Hay
paisajes que nos atrapan a pesar de su aparente sencillez. Unos pocos colores
parecen bastar, mientras las horas transcurren allí como si fueran minutos. El
sur de Australia es uno de ellos, como pudimos comprobar en noviembre de 2017.
Dejamos
atrás Port Campbell con cierta renuencia, pero era momento de seguir camino por
la costa, porque aún nos quedaban muchos sitios por ver.
Nuestra
primera parada sería la Bahía de los Mártires, que forma parte de un tramo de
costa protegido más grande, que abarca 33 km de largo. Allí hay dos caminatas
muy sencillas de hacer, la que lleva a Halladale Point y la que transcurre por
la espléndida playa. La tarde anterior habíamos llegado hasta aquí, pero ahora,
con la luz de la mañana el paisaje es más acogedor.
Es,
como digo, un área protegida en la que entre otros animales pueden verse focas
y pingüinos, pero nosotros no tuvimos tanta suerte, por lo que hubimos de
conformarnos con otros alicientes, como el viento y las olas. Los primeros
vienen directamente de la Antártida, sin que ningún obstáculo pueda detenerlos
y cuando hay tormenta pueden formar olas de 30 metros de alto.

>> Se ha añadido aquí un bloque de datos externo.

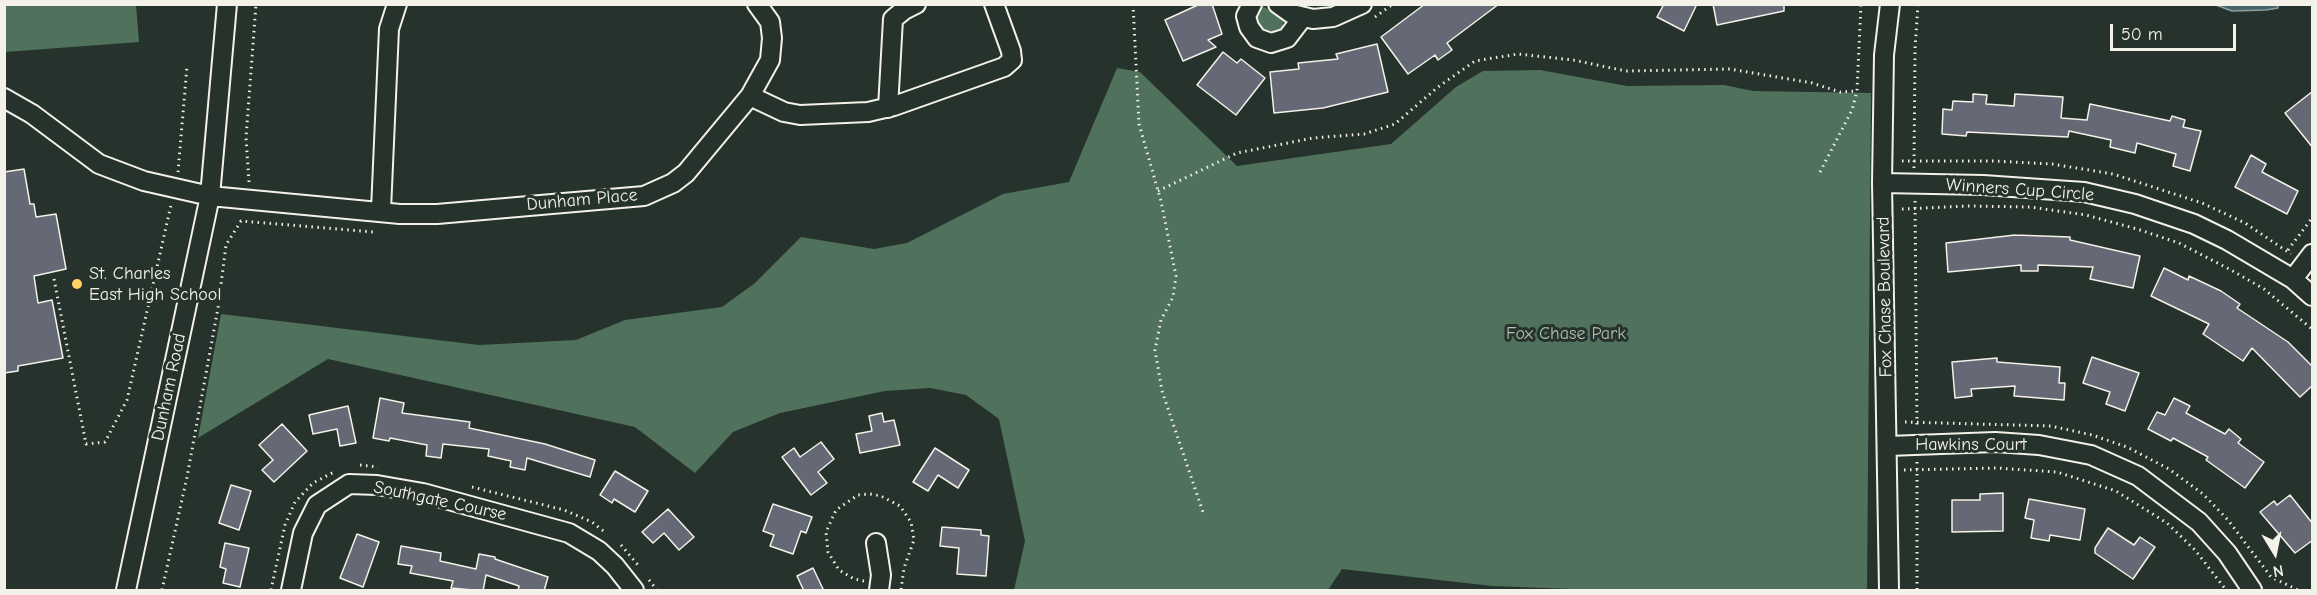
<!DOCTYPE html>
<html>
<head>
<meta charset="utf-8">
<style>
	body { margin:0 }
	#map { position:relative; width:2317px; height:595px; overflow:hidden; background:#26332d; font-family:"Comic Neue",sans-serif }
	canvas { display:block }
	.frame { position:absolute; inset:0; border:6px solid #f4f1e8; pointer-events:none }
	.north { position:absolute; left:2245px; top:523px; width:60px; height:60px; -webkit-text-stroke:4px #26332d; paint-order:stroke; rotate:170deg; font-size:16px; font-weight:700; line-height:24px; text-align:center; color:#f4f1e8 }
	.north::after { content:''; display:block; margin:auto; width:21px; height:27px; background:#f4f1e8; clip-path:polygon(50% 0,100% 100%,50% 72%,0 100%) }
	.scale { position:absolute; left:2110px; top:24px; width:126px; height:27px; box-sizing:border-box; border:3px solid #f4f1e8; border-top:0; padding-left:8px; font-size:18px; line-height:21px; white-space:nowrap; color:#f4f1e8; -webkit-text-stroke:4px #26332d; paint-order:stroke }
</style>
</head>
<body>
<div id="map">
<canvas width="2317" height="595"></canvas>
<div class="frame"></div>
<div class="north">N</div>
<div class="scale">50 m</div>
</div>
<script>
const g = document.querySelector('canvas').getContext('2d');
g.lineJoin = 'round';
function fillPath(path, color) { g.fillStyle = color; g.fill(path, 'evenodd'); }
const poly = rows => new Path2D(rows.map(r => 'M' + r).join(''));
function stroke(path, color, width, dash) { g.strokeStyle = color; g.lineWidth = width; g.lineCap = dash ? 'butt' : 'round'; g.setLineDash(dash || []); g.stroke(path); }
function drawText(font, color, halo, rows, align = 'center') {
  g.font = font + ' "Comic Neue",sans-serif'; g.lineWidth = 6; g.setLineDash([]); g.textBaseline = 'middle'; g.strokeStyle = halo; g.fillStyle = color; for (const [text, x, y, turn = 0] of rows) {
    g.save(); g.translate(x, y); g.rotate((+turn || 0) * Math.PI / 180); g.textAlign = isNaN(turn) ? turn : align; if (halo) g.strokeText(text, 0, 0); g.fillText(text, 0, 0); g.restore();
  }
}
const green = poly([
	[5,4,136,5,139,42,5,52],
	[1261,5,1284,19,1282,29,1272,33,1261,29,1256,18,1256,11],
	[1117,68,1140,72,1237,166,1391,144,1456,87,1483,71,1540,70,1627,86,1724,85,1753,91,1871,93,1867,590,1599,590,1492,586,1342,569,1328,590,1014,590,1025,541,999,419,966,395,930,388,885,391,780,413,733,432,695,473,635,427,328,359,198,438,221,314,479,345,576,340,625,320,722,307,755,283,801,237,874,249,907,243,1003,194,1069,182]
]);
const water = poly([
	[2216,5,2278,5,2278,8,2266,10,2232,11,2216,5]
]);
const building = poly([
	[1200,4,1212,4,1222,34,1208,40,1216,47,1183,61,1165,20,1200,4],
	[1425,4,1499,4,1447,43,1452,50,1438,60,1435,55,1408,74,1381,37,1425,4],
	[1664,4,1697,4,1684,31,1657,17,1664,4],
	[1713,4,1784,4,1784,11,1717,25,1713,4],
	[1377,44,1388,92,1323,108,1274,113,1270,72,1299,69,1298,63,1338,59,1336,54,1377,44],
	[1223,52,1237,63,1241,59,1265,78,1236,115,1197,85,1223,52],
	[2313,91,2313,148,2285,113,2313,91],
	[1973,94,1987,95,1986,104,2014,106,2015,94,2063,97,2061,118,2087,120,2090,104,2170,121,2172,116,2185,120,2183,127,2201,131,2190,171,2173,166,2176,154,2137,143,2135,153,2110,147,2111,140,2069,131,2068,137,1967,132,1966,136,1942,134,1943,109,1952,110,1953,101,1973,102,1973,94],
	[2251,155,2266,164,2262,172,2298,191,2287,214,2235,187,2251,155],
	[24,169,30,204,34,204,36,217,56,214,66,269,34,276,38,303,52,300,63,358,18,366,18,371,4,373,4,172,24,169],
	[2015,235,2070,237,2070,240,2140,256,2133,288,2090,279,2093,267,2038,265,2038,271,2021,271,2021,265,1948,272,1946,243,2015,235],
	[2164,268,2188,280,2189,276,2221,291,2240,304,2237,308,2288,342,2313,367,2313,385,2300,397,2252,348,2243,361,2203,334,2209,324,2151,296,2164,268],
	[2092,357,2139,373,2125,411,2106,404,2110,392,2083,383,2092,357],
	[1997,358,1997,362,2060,367,2059,383,2065,383,2064,400,2014,396,2015,386,1971,389,1972,396,1955,398,1952,362,1997,358],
	[380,398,404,403,402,413,470,422,469,428,545,444,595,460,590,477,527,458,525,470,510,467,511,461,488,456,489,449,443,444,441,458,426,456,427,445,390,438,389,441,373,438,380,398],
	[2174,398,2190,406,2186,413,2225,434,2229,429,2241,439,2238,443,2264,462,2245,488,2206,460,2208,457,2173,438,2171,441,2148,429,2157,412,2165,415,2174,398],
	[348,406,356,443,340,446,337,429,313,434,309,415,348,406],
	[882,413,884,422,894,420,900,445,860,453,856,434,872,431,869,416,882,413],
	[282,424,307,451,274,482,262,470,273,460,259,445,282,424],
	[821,442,834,459,818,472,827,483,811,495,782,457,794,448,800,457,821,442],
	[935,448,969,470,958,488,938,475,928,491,913,482,935,448],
	[615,471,648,491,635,512,614,499,612,503,600,495,615,471],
	[231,485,251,491,239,530,219,523,231,485],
	[2003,493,2003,531,1952,532,1952,500,1980,500,1980,494,2003,493],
	[2290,495,2313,524,2313,540,2295,553,2260,512,2274,501,2277,505,2290,495],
	[2029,499,2085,509,2080,540,2050,535,2049,541,2031,538,2034,520,2025,518,2029,499],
	[773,504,812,517,806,533,801,531,793,554,770,546,774,535,763,531,773,504],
	[668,509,694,537,679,550,664,533,653,543,642,532,668,509],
	[942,527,981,530,981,535,989,536,986,576,957,574,959,548,940,546,942,527],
	[2108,528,2134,545,2140,537,2155,547,2133,579,2095,553,2095,548,2108,528],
	[357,534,379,542,363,587,340,578,357,534],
	[225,543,249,548,240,587,223,583,226,569,220,567,225,543],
	[401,546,441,553,440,561,476,569,479,554,495,557,495,559,548,577,544,591,518,591,519,586,486,575,483,591,451,588,453,581,410,573,412,566,398,564,401,546],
	[813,568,824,591,804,591,797,576,813,568]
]);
const path = poly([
	[1133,4,1139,124,1161,201,1176,276,1173,297,1161,320,1155,350,1162,391,1204,515],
	[1375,17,1393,4],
	[1902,161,1993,161,2052,164,2113,174,2202,203,2245,223,2291,254],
	[1914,168,1915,49,1918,4],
	[178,172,187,66],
	[1820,172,1852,110,1857,91,1861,4],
	[249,182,246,138,256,4],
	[1158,191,1237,153,1313,138,1364,134,1395,124,1438,87,1475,61,1518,54,1573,60,1626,71,1730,69,1812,83,1840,92,1857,91],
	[1915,201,1917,429],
	[1902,209,1969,206,2030,207,2086,215,2137,229,2179,243,2231,270,2264,289,2312,329],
	[2288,250,2312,218],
	[54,279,86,444,105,442,127,400,171,205],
	[1905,422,2051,426,2092,435,2127,447,2169,469,2203,494,2228,520,2271,577,2298,590],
	[1917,462,1917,590],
	[360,465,378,467],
	[1904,470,1996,468,2057,472,2116,491,2167,523,2195,550,2226,590],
	[472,487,564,510,592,522,606,533],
	[621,545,638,565],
	[649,580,657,590],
	[864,581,854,579,839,570,828,552,826,532,836,510,858,495,870,494,881,496,900,506,911,522,914,540,904,568,901,590],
	[162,590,187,477,218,308,226,245,241,221,374,232],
	[271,590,285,525,295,502,313,483,334,472]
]);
const minor = poly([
	[1252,4,1246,16,1249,27,1257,38,1271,43,1287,38,1303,17],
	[1278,4,1292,14,1313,19,1333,17,1362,4],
	[750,96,784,112,800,115,868,112,894,106,1004,67,1012,60,1011,51,994,4],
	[4,98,32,114,99,164,144,181,210,196,400,214,437,214,644,196,673,183,686,173,750,96,770,60,772,38,770,22,757,4],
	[888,108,893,19,904,10,916,4],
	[1882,183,1983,185,2084,192,2135,204,2194,224,2227,240,2293,279,2312,296],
	[381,210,389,29,397,4],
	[2293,279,2312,254],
	[1888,446,1995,442,2039,445,2091,455,2138,476,2199,522,2227,553,2252,590],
	[876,543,881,575,879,590],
	[126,590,210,196,227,4],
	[291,590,303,533,317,505,349,484,377,485,423,493,569,533,599,551,615,566,634,590],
	[1889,590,1882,183,1884,55,1890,4]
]);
const markers = [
	[77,284,6,"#ffd166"]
];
const streetNames = [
	["Winners Cup Circle",2020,190,4],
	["Dunham Place",582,200,-5],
	["Fox Chase Boulevard",1885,297,-91],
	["Dunham Road",169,387,-78],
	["Hawkins Court",1971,445],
	["Southgate Course",440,501,12]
];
const poiNames = [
	["St. Charles",89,274],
	["East High School",89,295]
];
const parkNames = [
	["Fox Chase Park",1566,334]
];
fillPath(green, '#50715b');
fillPath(water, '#46666c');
stroke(water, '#8c9e9e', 1.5);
fillPath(building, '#656875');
stroke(building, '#f4f1e8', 1.5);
stroke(minor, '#f4f1e8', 22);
stroke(path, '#f4f1e8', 3, [1.5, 4.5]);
stroke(minor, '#26332d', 18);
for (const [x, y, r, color] of markers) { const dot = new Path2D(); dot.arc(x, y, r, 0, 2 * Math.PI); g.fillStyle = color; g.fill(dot); stroke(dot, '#26332d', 2); }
drawText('18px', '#f4f1e8', '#26332d', streetNames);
drawText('18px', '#f4f1e8', '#26332d', poiNames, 'left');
drawText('18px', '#b2beb0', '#26332d', parkNames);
</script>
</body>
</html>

Debe ser todo un
espectáculo.
Tamaña
fuerza de la naturaleza esculpe sin cesar los acantilados, erosionando las
partes más blandas, por lo que las más duras quedan como columnas e islotes de
piedra caliza, donde anidan las aves.
Los
Kirrae Whurrong son aborígenes que han vivido aquí durante milenios, atraídos
por la riqueza natural del entorno y la facilidad de encontrar abrigo y comida,
pero tampoco nos encontramos con ninguno de ellos. No en vano, el contacto con
los primeros europeos motivó el declive de su población hasta niveles dramáticos,
de modo que fueron trasladados en busca de una mayor protección y una mejor
educación que permitiera su integración. Contrariamente a lo que sucede en
Nueva Zelanda, los nativos australianos no parecen tener mucho protagonismo en
la sociedad moderna.
Mientras
tanto, el mar crea y destruye nuevas esculturas, en un proceso interminable. La
frágil roca caliza comenzó a formarse hace entre 10 y 20 millones de años, en
el Mioceno, cuando esta parte costera se encontraba sumergida, formando capas
de distinta dureza que son las que vemos hoy en día, erosionándose a ritmos
diferentes.
El mar
va encontrando su camino y se adentra en la tierra como un conquistador
implacable, ofreciéndonos bellas formaciones rocosas que no pueden perdurar
mucho.
De
haber dispuesto de más tiempo, nos habría gustado bajar a las playas para explorar
las muchas cavernas, pero hubimos de contentarnos con visitar los miradores,
teniendo cuidado, eso sí, de no salirnos de los senderos. Aquí la tierra es
frágil, y no conviene acercarse demasiado al borde, aparte de que al ser un
lugar protegido hay que respetar la fauna y la flora.